_ACTIVITY_
Count how many lines below include the string "labels", and give that number without anything else.

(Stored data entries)
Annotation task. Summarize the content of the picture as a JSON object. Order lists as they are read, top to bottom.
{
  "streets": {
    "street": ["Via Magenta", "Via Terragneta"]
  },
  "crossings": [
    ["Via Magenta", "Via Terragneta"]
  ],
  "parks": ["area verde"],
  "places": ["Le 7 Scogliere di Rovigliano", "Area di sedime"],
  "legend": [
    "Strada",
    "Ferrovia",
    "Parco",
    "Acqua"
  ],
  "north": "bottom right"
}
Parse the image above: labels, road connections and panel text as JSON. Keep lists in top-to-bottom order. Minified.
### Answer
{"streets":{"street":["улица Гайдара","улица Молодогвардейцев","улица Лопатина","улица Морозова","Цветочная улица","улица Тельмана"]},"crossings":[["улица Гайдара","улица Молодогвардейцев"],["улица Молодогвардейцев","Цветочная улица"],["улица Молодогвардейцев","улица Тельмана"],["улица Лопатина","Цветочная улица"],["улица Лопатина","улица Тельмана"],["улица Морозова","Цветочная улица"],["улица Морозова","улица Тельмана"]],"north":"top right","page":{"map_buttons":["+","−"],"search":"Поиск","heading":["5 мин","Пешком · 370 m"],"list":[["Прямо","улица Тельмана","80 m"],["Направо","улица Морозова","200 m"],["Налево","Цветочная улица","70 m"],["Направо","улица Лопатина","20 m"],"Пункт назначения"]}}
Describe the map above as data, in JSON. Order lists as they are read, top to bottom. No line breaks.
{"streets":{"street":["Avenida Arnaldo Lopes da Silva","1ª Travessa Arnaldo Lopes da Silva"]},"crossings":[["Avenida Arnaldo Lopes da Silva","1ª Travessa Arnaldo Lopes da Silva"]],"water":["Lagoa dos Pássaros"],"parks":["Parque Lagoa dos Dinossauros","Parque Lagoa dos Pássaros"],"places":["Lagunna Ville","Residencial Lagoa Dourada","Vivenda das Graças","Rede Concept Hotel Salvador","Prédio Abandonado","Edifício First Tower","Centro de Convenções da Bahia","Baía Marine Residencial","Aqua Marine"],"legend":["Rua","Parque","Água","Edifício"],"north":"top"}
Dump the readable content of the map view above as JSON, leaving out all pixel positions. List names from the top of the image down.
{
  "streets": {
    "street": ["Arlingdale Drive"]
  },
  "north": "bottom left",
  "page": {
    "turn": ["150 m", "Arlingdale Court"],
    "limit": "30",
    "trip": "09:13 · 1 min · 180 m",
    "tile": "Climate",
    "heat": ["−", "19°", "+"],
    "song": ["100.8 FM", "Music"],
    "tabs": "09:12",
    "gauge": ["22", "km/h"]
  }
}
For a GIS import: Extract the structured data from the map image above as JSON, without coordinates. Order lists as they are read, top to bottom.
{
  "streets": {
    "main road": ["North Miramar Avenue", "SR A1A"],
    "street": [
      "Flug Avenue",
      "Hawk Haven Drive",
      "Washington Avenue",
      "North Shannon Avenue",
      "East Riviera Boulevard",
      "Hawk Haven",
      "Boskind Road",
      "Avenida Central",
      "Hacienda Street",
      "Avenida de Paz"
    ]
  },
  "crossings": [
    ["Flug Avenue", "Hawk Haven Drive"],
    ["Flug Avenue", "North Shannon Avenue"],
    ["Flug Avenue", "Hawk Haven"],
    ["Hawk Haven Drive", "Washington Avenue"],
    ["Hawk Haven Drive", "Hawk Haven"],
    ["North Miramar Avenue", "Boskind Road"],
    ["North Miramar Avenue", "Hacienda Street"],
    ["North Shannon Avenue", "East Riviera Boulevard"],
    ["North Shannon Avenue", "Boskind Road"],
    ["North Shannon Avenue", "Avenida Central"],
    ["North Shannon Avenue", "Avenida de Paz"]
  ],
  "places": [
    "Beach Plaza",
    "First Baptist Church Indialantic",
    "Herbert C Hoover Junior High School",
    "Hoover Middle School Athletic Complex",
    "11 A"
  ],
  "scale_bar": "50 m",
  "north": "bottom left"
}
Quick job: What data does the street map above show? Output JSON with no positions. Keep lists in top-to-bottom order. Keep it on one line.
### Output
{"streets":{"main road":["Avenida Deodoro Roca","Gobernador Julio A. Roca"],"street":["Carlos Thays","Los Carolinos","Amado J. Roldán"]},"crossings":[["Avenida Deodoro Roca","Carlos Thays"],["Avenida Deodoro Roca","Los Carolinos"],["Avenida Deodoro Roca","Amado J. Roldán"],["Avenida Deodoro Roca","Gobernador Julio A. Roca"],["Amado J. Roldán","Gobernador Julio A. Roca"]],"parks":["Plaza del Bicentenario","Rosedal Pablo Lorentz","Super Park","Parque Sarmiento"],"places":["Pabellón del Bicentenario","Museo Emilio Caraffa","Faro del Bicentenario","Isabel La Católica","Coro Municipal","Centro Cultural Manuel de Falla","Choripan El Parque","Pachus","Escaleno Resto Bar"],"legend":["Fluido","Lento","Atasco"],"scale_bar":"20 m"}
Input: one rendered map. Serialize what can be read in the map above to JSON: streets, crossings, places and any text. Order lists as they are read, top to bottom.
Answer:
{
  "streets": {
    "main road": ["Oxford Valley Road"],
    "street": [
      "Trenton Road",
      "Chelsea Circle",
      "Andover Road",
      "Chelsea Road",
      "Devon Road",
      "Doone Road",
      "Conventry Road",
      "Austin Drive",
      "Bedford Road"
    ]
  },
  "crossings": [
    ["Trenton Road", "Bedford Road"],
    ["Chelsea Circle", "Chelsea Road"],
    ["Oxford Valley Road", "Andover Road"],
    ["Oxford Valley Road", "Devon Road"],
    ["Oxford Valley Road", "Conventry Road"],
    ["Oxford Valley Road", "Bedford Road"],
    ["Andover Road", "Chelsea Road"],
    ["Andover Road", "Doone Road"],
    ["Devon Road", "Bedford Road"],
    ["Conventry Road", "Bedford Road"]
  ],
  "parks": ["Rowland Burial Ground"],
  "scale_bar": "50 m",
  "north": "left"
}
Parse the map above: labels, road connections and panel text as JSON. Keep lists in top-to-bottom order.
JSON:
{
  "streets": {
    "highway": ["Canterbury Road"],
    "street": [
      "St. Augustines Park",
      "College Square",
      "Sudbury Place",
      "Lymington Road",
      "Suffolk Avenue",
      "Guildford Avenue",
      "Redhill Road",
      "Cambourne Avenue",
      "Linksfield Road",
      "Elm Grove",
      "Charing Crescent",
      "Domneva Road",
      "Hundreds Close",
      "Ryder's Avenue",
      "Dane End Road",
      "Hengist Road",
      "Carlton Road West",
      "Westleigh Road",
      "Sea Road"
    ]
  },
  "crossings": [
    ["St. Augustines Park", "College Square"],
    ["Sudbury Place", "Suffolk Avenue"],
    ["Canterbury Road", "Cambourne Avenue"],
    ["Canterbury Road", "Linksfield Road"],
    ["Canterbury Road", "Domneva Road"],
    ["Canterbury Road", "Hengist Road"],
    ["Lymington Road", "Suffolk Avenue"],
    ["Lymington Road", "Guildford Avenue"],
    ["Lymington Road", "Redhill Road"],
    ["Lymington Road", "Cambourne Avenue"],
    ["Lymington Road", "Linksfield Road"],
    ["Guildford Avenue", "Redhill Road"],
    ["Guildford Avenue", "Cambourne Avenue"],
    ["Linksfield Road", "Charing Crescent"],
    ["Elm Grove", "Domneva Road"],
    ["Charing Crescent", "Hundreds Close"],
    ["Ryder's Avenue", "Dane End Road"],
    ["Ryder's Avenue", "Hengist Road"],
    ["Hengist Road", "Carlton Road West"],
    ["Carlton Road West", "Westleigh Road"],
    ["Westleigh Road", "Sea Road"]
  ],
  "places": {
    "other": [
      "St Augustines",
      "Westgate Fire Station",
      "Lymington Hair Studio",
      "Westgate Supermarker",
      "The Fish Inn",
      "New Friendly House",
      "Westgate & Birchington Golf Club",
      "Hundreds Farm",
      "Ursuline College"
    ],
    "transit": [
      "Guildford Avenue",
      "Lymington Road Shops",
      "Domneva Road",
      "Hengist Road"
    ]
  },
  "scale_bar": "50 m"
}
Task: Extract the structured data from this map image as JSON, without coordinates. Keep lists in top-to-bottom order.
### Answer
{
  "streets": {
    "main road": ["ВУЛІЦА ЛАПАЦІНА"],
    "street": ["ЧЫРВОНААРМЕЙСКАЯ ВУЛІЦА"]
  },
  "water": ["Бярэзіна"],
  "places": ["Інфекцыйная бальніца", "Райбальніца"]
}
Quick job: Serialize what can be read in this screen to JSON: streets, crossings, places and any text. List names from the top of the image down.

_YOUR SOLUTION_
2